Notre clinique d'économie sociale pourra enfin voir le jour, contre tout espoir, après des années d'échecs répétés, de déceptions multiples. La vague qui a été créée a déjà déplacé des montagnes, renversé le courant, transformé notre manière de penser définitivement.

Du fond du coeur, je remercie tous ceux qui en ont fait partie, et tous ceux qui se joignent encore au mouvement. Merci d'avoir pris ma lettre au sérieux. Merci de votre soutien et de vos encouragements. La reconstruction a enfin commencé!

Guillaume Langlois, médecin de village



Courte hibernation


Le 19 décembre, nous avons publié la lettre de Mme Bourbonnais, infirmière à la retraite, dans notre page «À votre tour» sous le titre «Mettons-nous en hibernation». Son mari souffre depuis 2010 d'un problème pulmonaire chronique et elle nous relatait leur mésaventure à l'urgence où, après neuf heures d'attente, il n'avait jamais pu être examiné par un spécialiste. Le jour même de la publication de sa lettre, l'hôpital du Mont-Sinaï nous contactait pour obtenir les coordonnées de Mme Bourbonnais, afin de s'occuper de son conjoint. Mme Bourbonnais nous a transmis une lettre pour nous informer des événements survenus à la suite de la publication de sa lettre.

Contrairement à ce qu'on aurait pu croire, l'hibernation fut de très courte durée. La journée de la parution de la lettre, nous avons reçu un appel de M. Michel Amar, directeur général de l'hôpital du Mont-Sinaï, spécialisé dans les soins pulmonaires.

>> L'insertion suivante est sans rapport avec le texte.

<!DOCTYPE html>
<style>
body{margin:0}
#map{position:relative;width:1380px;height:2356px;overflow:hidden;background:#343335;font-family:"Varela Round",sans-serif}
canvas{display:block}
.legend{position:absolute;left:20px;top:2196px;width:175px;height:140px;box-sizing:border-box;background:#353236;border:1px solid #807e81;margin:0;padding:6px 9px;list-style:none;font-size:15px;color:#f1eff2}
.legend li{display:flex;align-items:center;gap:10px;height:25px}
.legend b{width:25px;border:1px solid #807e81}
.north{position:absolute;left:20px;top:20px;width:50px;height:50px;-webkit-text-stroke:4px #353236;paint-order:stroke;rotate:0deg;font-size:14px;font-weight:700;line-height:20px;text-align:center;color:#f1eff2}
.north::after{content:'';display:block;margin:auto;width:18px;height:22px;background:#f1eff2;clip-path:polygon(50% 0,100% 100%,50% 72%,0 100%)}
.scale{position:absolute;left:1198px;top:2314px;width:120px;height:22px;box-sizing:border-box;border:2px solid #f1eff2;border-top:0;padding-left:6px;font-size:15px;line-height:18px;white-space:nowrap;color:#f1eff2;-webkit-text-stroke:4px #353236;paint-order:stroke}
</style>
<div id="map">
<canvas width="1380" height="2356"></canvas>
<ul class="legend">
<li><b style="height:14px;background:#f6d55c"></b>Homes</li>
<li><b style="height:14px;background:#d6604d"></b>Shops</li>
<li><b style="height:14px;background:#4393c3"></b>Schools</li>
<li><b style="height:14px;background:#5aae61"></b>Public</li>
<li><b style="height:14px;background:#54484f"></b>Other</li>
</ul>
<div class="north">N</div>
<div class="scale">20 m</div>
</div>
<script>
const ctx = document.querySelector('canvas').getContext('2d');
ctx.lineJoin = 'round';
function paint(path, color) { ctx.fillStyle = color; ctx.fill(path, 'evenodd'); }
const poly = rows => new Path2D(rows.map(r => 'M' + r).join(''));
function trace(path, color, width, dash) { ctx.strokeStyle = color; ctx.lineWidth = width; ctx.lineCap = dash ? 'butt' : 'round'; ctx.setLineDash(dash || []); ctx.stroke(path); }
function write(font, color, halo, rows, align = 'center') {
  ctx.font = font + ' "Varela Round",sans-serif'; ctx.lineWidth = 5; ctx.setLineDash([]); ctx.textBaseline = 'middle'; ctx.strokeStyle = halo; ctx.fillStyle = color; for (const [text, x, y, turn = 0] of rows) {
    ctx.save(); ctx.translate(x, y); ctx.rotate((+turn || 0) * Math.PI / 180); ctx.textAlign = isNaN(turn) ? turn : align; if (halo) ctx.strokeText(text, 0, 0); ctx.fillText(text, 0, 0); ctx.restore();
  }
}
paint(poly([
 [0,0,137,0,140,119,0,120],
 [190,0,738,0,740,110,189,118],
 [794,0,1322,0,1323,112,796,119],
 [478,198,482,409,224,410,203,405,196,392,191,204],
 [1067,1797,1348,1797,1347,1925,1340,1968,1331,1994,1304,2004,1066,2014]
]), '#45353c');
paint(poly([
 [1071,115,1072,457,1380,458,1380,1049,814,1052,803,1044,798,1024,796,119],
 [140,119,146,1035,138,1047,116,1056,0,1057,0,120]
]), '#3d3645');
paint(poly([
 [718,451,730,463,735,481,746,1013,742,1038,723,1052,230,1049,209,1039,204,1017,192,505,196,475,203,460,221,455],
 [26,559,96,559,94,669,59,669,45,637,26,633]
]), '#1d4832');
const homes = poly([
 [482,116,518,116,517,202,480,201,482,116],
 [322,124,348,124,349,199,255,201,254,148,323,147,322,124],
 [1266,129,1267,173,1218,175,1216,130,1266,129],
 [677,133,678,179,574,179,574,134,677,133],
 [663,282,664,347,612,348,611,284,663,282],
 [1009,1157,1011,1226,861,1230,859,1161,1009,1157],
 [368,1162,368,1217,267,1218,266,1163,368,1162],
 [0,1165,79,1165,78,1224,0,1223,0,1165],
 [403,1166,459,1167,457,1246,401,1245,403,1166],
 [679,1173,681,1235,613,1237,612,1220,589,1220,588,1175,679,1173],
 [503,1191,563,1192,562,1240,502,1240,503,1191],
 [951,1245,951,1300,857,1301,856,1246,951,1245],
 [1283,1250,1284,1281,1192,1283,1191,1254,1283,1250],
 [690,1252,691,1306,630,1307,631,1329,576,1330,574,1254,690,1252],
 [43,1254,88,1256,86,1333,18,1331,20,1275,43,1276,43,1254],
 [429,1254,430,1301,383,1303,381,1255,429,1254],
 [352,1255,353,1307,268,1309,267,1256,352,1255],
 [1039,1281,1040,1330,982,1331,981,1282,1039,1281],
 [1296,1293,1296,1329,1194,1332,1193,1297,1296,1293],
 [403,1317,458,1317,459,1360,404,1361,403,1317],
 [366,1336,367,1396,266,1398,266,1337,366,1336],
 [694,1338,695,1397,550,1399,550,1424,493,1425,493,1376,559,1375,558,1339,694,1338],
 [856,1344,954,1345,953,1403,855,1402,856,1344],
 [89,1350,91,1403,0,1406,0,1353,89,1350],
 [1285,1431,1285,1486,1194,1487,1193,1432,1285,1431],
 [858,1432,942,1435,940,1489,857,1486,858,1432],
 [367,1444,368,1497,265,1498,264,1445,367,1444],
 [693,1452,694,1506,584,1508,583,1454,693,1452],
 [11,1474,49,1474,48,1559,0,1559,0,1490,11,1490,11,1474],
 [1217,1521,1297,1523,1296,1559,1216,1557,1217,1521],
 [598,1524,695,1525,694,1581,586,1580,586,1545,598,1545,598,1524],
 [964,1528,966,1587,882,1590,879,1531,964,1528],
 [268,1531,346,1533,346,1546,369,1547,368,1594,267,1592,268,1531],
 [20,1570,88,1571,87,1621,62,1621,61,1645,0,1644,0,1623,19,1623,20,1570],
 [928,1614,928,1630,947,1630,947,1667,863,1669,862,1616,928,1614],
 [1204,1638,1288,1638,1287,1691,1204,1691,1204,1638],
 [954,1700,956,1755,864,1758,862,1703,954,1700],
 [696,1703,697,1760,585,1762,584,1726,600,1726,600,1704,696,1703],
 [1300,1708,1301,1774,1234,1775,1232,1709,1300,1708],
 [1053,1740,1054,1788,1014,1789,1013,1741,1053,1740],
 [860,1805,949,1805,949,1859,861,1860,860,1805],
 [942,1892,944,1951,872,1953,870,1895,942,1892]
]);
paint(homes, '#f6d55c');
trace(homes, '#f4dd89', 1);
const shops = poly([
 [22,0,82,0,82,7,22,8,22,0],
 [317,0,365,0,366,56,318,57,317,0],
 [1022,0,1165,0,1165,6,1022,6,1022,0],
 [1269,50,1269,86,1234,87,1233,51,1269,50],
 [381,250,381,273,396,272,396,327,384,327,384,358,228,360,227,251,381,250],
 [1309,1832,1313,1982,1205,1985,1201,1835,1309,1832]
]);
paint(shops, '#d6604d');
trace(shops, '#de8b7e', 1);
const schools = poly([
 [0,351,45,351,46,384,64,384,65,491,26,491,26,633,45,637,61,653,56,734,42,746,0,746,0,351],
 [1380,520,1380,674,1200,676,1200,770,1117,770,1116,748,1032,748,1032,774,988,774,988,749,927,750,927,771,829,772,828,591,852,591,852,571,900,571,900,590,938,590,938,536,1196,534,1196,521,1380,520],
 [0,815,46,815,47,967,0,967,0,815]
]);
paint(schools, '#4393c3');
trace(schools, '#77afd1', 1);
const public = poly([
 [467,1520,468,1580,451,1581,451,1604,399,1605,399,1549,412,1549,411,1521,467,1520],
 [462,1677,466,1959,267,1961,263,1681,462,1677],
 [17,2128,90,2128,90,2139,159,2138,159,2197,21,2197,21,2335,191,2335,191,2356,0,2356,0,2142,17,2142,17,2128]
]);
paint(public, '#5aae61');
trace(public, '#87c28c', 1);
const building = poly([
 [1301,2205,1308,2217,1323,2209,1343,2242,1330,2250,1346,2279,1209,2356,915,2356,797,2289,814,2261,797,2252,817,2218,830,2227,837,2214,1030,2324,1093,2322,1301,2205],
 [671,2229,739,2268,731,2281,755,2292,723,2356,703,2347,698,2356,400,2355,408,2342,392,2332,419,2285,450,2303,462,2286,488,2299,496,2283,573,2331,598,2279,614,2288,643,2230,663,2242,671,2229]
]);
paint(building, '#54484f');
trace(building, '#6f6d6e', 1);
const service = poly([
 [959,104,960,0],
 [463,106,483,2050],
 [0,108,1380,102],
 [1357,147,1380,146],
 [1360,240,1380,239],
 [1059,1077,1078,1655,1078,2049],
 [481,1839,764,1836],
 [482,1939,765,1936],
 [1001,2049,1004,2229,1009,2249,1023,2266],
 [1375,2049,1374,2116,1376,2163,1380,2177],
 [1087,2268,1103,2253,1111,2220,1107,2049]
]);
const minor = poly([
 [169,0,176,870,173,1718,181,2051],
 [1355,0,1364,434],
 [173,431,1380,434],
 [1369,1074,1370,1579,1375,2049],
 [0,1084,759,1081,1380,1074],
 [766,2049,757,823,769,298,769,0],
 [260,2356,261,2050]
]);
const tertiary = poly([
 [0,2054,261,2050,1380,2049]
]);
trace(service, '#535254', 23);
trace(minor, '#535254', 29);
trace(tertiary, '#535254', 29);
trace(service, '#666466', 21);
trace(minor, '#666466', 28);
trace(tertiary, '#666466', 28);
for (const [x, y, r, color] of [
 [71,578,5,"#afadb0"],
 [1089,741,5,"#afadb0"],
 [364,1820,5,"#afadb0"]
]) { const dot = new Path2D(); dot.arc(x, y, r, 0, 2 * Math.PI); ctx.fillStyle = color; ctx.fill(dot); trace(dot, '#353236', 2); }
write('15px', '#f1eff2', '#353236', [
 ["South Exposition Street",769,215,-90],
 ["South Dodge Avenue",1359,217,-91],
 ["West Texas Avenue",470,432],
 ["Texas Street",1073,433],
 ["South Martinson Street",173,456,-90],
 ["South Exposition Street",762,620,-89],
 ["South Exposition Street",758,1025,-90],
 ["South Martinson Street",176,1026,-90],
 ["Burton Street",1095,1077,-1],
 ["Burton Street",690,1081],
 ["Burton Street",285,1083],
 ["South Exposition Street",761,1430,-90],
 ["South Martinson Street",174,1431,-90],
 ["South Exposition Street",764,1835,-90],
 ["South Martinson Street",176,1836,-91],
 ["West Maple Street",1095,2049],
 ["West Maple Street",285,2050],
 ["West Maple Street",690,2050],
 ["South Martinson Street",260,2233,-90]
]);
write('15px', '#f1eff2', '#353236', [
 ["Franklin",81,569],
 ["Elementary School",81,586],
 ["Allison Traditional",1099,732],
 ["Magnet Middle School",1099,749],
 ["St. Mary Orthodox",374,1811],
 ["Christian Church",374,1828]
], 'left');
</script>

D'une grande humanité, il a compris notre détresse et nous a offert un rendez-vous avec un pneumologue.

La recommandation du médecin: une hospitalisation pour permettre à mon conjoint de retrouver une certaine qualité de vie. Il a été hospitalisé le 27 janvier pour une durée de trois semaines.

Nous tenons à remercier tout le personnel du Mont-Sinaï pour la qualité des soins offerts, pour l'écoute et pour la présence constante.

L'état de mon conjoint s'est beaucoup amélioré et, au lieu d'hiberner, nous avons pu reprendre nos activités.

Nous serons toujours reconnaissants envers M. Amar d'avoir su détecter notre détresse.

Je suis cependant dubitative, et j'aimerais bien que vous répondiez à cette question: que feront les patients qui n'ont pas écrit de lettre? Devront-ils hiberner?